Bitcoin is literally the only option for a retiree,” he said.

“All other cryptocurrencies are correlated to bitcoin, almost 1:1, and they just represent a completely speculative, far-fetched bet that something more money-like than bitcoin will imagine  – which at this point is, probabilistically speaking, impossible.”

Regulators urge caution

MoneySmart, the consumer advice arm of financial regulator ASIC, cautions would-be investors that trading cryptocurrencies comes with several inherent risks.

Chiefly among these are the prospect of hackers stealing the contents of investors’ digital wallets, the relatively small number of legal safeguards in place, and the rapidly fluctuating worth of the coins.

“Its value is based on its popularity at a given time, which is influenced by factors such as the number of people using it, the ease with which it can be traded or used and the perceived value of the currency and its underlying blockchain technology,” MoneySmart noted.
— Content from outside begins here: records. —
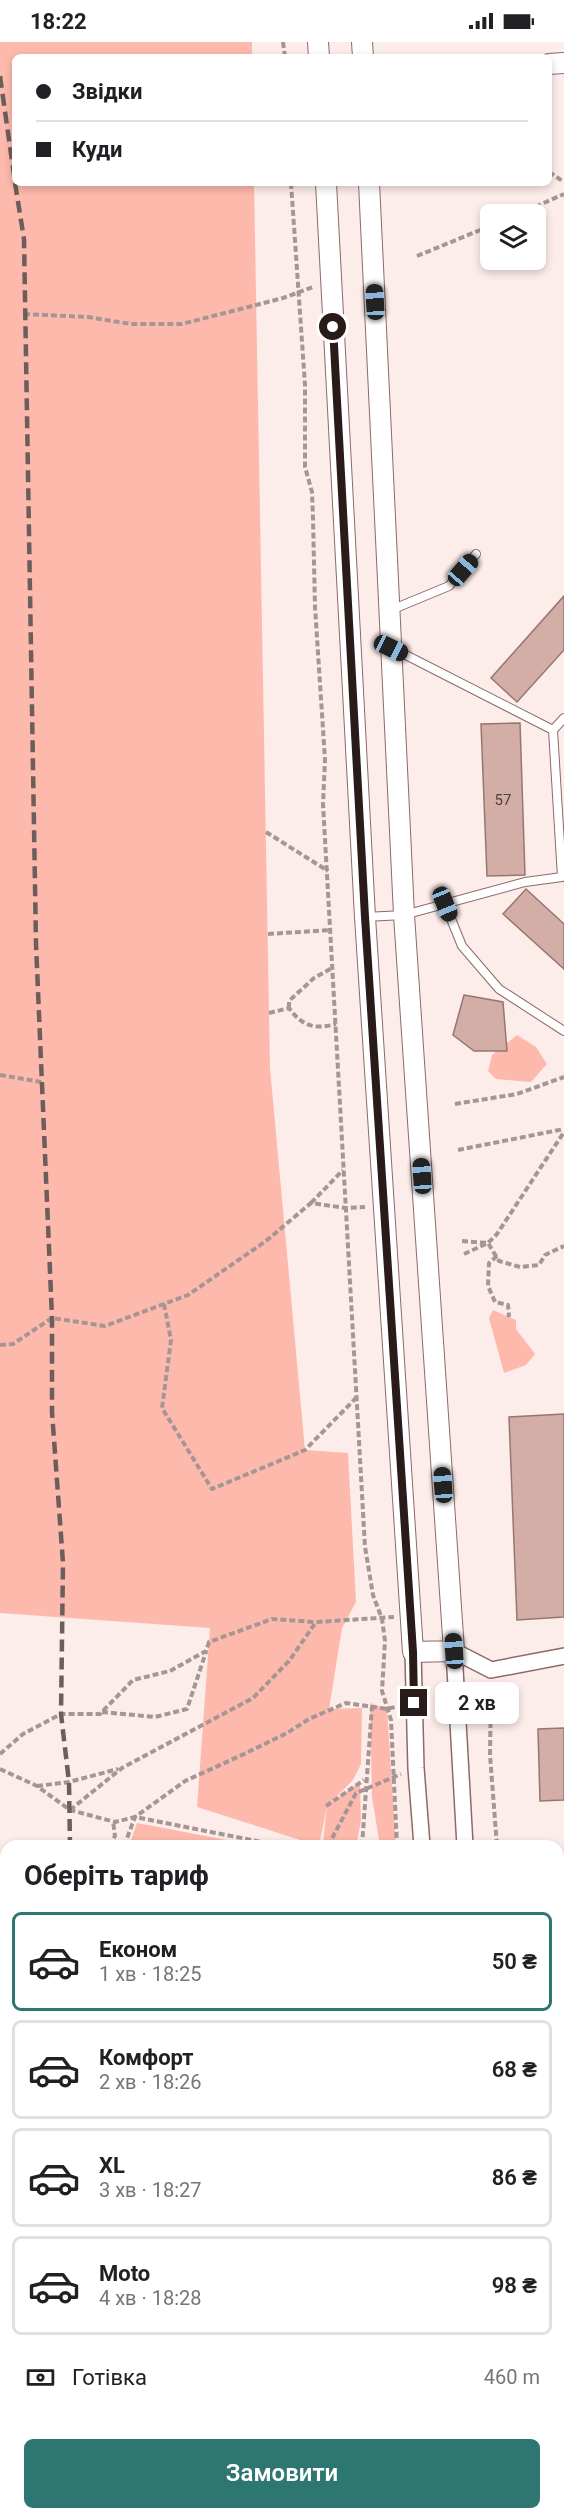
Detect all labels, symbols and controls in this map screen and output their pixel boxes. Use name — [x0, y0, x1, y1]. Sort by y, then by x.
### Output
text: 18:22 — [30, 9, 87, 34]
text: Звідки — [72, 79, 142, 104]
text: Куди — [72, 137, 122, 162]
map controls — [480, 204, 546, 270]
button: layers — [480, 204, 546, 270]
car — [365, 284, 385, 320]
route start — [319, 313, 346, 340]
car — [444, 551, 482, 589]
car — [371, 632, 411, 664]
house number: 57 — [495, 791, 511, 809]
car — [430, 884, 460, 924]
car — [412, 1157, 432, 1195]
car — [433, 1466, 453, 1504]
car — [444, 1632, 464, 1670]
callout: 2 хв — [435, 1682, 519, 1724]
route end — [400, 1689, 427, 1716]
text: 2 хв — [458, 1691, 496, 1715]
text: Оберіть тариф — [24, 1860, 209, 1892]
icon: car — [27, 1935, 81, 1989]
text: Економ — [99, 1937, 177, 1962]
text: 50 ₴ — [492, 1949, 537, 1974]
text: 1 хв · 18:25 — [99, 1962, 202, 1986]
icon: car — [27, 2043, 81, 2097]
text: Комфорт — [99, 2045, 194, 2070]
text: 68 ₴ — [492, 2057, 537, 2082]
text: 2 хв · 18:26 — [99, 2070, 202, 2094]
icon: car — [27, 2151, 81, 2205]
text: XL — [99, 2153, 125, 2178]
text: 86 ₴ — [492, 2165, 537, 2190]
text: 3 хв · 18:27 — [99, 2178, 202, 2202]
icon: car — [27, 2259, 81, 2313]
text: Moto — [99, 2261, 150, 2286]
text: 98 ₴ — [492, 2273, 537, 2298]
text: 4 хв · 18:28 — [99, 2286, 202, 2310]
icon: cash — [24, 2361, 57, 2394]
text: Готівка — [72, 2365, 147, 2390]
text: 460 m — [484, 2365, 540, 2389]
button: Замовити — [24, 2439, 540, 2508]

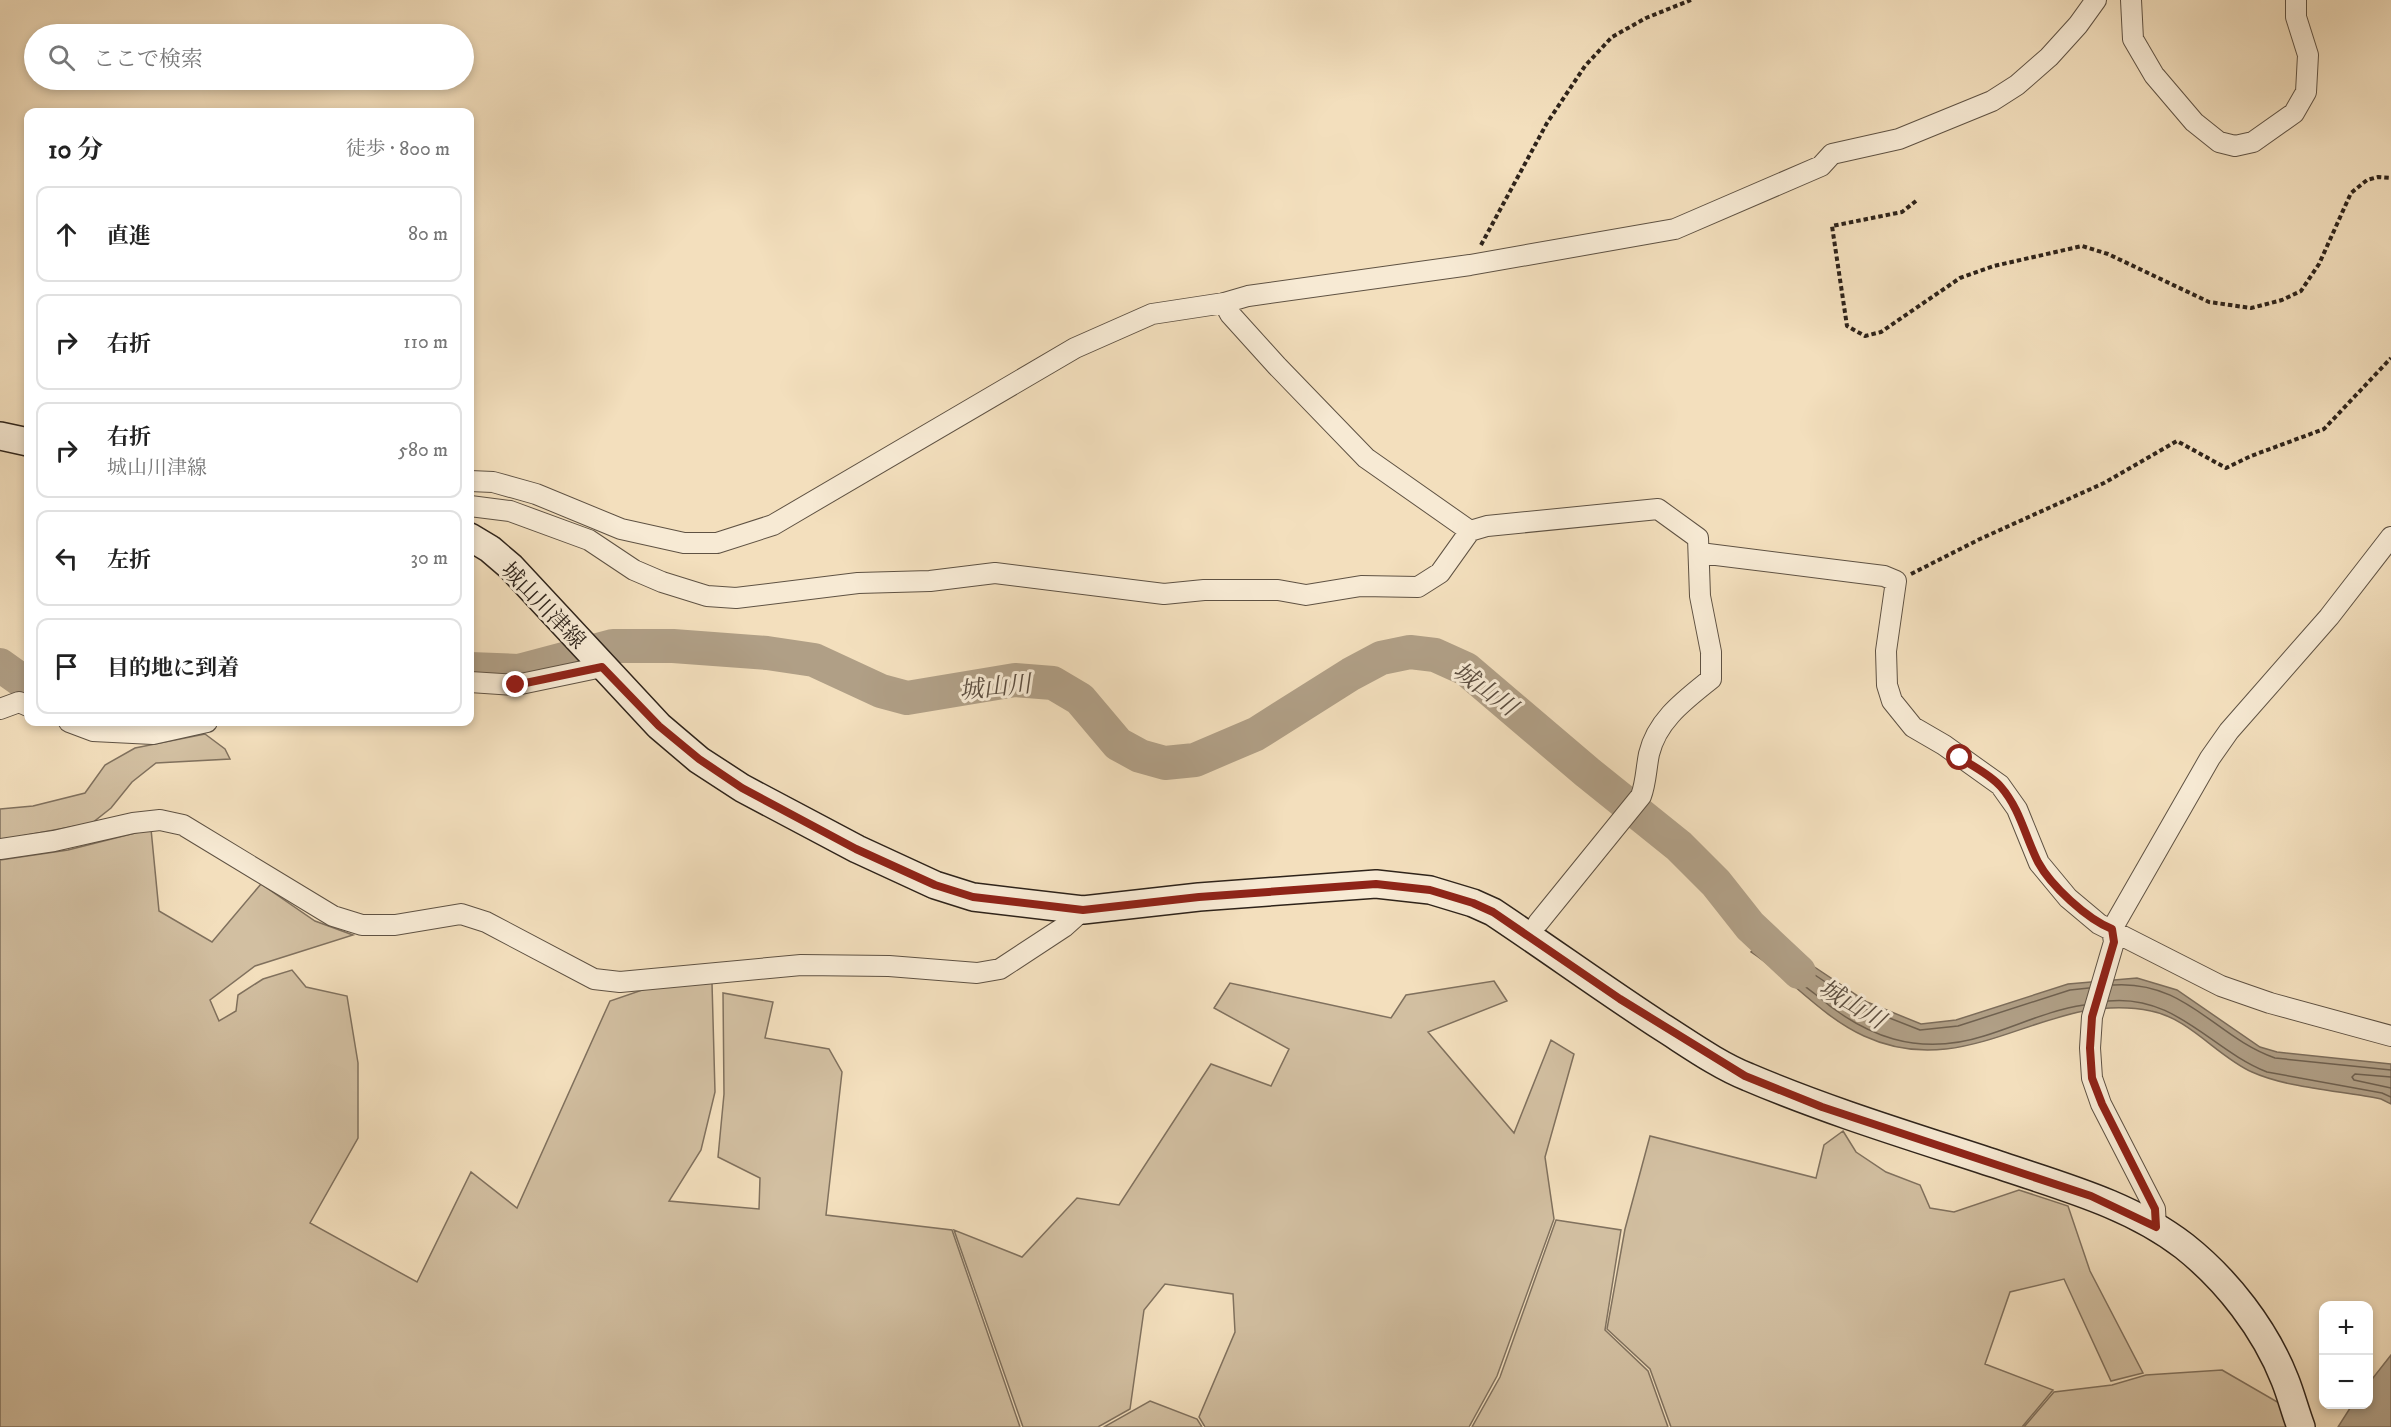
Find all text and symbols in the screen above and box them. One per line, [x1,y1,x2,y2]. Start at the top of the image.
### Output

“Investing in virtual currencies is considered highly speculative, as values can fluctuate significantly over short periods of time.”

Their sudden popularity following 2017’s rapid price gains has also drawn the attention of the tax office.

The ATO now includes specific rules for how cryptocurrencies are to be assessed – both for individual investors and for SMSFs.

“Cryptocurrencies like bitcoin are not money but are capital gains tax assets,” the tax office cautioned.

“If an SMSF transacts in cryptocurrencies, SMSF trustees and members need to be aware of the tax consequences.

“SMSFs involved in acquiring or disposing of cryptocurrency must keep records in relation to their cryptocurrency transactions.”